A handful of last-minute filings last week shook up the previously sleepy races for Teton County Commission and Jackson Town Council.
In another surprise, sheriff’s deputy Eric Snow announced a campaign for sheriff as a Republican while previous Democratic challenger Alberto Rojas, a Jackson police officer, withdrew his name on Friday.

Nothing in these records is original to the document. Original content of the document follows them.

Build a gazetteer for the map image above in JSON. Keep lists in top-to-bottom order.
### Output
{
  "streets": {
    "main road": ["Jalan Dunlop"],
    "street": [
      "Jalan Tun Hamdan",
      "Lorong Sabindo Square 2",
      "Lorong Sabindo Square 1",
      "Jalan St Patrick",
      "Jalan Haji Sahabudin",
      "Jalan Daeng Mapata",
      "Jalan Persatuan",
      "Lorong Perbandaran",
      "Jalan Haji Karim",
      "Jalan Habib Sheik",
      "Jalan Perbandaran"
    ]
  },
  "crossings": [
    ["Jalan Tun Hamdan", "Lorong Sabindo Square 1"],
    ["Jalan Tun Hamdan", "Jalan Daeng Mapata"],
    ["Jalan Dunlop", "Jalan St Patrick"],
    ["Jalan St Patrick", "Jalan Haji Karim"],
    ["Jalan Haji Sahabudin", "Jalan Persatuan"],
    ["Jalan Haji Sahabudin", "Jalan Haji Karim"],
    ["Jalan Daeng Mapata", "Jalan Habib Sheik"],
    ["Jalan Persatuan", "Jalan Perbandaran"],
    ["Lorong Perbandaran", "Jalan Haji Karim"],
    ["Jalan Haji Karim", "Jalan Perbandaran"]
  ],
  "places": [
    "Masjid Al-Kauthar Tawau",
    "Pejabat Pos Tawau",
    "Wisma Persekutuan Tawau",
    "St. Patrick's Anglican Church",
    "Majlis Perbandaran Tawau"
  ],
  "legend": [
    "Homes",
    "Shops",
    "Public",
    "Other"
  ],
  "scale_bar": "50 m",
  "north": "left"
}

After serving as a patrol deputy since 2022, Alta resident Eric Snow announced a campaign for sheriff as a Republican. (Courtesy)
Reached by phone, Rojas declined to comment on his move. Patrol deputy since 2022, Snow said in a press release that his campaign would be focused on “public safety, immigration enforcement and drugs” among others.
Gabriel Koerber, head concierge at The Cloudveil hotel, filed Friday to run for council. If no write-in candidates make it through, he’ll move on to the general along with three other nonpartisan candidates: former councilor Jessica Sell Chambers and sitting councilors Jonathan Schechter and Alyson Spery.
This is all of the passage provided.